What to work on:
Lines from the line with "function fillPath(path, color)" to the line with "g.font = font" in the entries below, and only those, must be output exactly, with both ends included.

Data extracted from a collection

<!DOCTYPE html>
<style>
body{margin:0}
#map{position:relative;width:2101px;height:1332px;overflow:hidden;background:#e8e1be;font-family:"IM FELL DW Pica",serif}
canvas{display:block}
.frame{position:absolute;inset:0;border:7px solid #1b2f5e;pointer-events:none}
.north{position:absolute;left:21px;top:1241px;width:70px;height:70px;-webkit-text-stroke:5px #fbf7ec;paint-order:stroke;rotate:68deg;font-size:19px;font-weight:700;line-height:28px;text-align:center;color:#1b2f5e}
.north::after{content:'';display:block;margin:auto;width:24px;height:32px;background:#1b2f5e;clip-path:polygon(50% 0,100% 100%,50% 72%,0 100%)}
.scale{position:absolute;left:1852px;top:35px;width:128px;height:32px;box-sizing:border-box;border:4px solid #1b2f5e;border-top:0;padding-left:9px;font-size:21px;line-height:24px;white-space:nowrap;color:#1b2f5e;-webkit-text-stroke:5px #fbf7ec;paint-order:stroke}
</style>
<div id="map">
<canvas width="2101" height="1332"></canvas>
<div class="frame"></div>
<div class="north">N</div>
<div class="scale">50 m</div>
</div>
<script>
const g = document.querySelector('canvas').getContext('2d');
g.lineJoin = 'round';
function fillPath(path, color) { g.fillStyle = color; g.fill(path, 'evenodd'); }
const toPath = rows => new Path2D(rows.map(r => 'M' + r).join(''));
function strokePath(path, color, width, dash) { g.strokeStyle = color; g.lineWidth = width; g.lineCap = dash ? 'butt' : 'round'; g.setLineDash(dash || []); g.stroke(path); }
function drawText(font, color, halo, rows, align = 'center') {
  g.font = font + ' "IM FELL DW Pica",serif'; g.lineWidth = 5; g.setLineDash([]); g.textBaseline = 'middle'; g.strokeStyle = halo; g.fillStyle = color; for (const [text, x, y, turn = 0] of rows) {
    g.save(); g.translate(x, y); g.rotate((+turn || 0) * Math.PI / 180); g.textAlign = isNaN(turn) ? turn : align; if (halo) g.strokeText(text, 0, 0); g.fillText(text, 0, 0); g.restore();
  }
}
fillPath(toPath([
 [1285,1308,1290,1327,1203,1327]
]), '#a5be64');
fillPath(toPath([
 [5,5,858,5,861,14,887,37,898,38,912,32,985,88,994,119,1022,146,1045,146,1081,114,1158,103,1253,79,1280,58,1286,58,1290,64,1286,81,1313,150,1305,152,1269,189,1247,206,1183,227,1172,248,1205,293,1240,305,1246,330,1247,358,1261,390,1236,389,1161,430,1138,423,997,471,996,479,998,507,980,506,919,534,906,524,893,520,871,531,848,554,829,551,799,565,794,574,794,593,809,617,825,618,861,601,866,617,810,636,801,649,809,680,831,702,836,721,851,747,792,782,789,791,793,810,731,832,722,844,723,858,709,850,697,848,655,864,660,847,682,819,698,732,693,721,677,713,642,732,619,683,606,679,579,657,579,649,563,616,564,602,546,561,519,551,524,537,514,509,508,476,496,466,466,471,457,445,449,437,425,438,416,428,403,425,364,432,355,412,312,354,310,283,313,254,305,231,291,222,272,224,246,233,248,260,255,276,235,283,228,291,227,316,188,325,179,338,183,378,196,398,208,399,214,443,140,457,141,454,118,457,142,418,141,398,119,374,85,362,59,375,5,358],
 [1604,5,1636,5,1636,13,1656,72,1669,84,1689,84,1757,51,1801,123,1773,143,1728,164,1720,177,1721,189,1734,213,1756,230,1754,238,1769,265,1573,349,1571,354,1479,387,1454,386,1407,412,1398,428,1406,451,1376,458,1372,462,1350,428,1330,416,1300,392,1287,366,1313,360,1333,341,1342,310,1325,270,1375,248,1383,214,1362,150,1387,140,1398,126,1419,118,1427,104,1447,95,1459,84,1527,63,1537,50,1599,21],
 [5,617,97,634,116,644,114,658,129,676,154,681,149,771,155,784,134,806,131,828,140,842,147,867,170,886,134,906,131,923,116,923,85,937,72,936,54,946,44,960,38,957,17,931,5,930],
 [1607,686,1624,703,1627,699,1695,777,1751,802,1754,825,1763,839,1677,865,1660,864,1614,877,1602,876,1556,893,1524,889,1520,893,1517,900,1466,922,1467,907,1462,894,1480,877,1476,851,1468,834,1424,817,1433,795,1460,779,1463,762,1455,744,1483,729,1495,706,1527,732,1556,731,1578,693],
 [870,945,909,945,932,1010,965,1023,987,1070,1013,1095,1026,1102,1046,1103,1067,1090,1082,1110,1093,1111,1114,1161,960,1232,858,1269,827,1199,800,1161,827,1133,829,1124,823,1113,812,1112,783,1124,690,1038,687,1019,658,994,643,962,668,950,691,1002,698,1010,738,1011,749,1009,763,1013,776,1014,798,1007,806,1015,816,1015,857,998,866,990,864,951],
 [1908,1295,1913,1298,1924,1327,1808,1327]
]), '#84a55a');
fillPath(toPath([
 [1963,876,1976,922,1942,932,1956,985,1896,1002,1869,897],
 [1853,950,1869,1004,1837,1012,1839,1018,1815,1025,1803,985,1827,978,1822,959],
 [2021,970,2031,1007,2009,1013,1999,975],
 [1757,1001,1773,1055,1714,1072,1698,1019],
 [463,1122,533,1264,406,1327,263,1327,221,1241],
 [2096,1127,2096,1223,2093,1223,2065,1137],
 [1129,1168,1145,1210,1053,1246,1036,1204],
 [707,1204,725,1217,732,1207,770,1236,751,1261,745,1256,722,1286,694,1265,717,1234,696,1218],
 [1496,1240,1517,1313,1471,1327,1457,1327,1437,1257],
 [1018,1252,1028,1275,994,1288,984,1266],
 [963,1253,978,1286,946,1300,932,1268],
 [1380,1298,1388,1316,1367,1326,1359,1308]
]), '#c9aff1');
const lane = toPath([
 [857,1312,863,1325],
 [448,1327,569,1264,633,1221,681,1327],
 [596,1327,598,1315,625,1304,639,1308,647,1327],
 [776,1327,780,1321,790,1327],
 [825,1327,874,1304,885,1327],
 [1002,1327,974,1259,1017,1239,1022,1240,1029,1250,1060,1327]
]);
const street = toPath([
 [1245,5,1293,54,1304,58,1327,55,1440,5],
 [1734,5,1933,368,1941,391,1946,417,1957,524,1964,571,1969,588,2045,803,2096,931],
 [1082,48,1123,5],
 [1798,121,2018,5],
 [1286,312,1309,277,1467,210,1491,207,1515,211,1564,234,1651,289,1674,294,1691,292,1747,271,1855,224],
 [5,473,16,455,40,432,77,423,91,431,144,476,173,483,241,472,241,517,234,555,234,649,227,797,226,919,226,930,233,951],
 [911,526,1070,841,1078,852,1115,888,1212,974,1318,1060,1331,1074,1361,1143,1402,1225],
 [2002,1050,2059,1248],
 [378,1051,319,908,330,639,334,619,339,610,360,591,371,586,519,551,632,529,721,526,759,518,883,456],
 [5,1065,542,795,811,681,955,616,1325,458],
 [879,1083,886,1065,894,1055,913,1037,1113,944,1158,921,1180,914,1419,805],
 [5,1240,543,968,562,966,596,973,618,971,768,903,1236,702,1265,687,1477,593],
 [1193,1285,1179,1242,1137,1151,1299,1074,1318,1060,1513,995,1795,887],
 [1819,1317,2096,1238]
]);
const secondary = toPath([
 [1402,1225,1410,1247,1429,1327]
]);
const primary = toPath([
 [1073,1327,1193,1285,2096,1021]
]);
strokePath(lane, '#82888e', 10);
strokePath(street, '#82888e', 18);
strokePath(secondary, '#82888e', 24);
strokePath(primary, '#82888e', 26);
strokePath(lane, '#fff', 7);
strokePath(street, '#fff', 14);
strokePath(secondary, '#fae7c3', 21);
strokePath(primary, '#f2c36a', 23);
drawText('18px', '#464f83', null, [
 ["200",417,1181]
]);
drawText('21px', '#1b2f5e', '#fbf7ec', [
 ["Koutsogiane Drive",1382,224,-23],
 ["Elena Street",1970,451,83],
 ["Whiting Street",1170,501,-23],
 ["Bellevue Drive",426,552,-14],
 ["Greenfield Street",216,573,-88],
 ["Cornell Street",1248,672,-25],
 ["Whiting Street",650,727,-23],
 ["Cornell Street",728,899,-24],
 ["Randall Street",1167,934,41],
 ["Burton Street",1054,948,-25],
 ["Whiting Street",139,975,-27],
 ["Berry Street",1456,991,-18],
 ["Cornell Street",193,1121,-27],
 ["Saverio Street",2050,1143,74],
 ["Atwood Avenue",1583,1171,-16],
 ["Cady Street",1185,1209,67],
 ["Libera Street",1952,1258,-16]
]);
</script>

Written reply:
function fillPath(path, color) { g.fillStyle = color; g.fill(path, 'evenodd'); }
const toPath = rows => new Path2D(rows.map(r => 'M' + r).join(''));
function strokePath(path, color, width, dash) { g.strokeStyle = color; g.lineWidth = width; g.lineCap = dash ? 'butt' : 'round'; g.setLineDash(dash || []); g.stroke(path); }
function drawText(font, color, halo, rows, align = 'center') {
  g.font = font + ' "IM FELL DW Pica",serif'; g.lineWidth = 5; g.setLineDash([]); g.textBaseline = 'middle'; g.strokeStyle = halo; g.fillStyle = color; for (const [text, x, y, turn = 0] of rows) {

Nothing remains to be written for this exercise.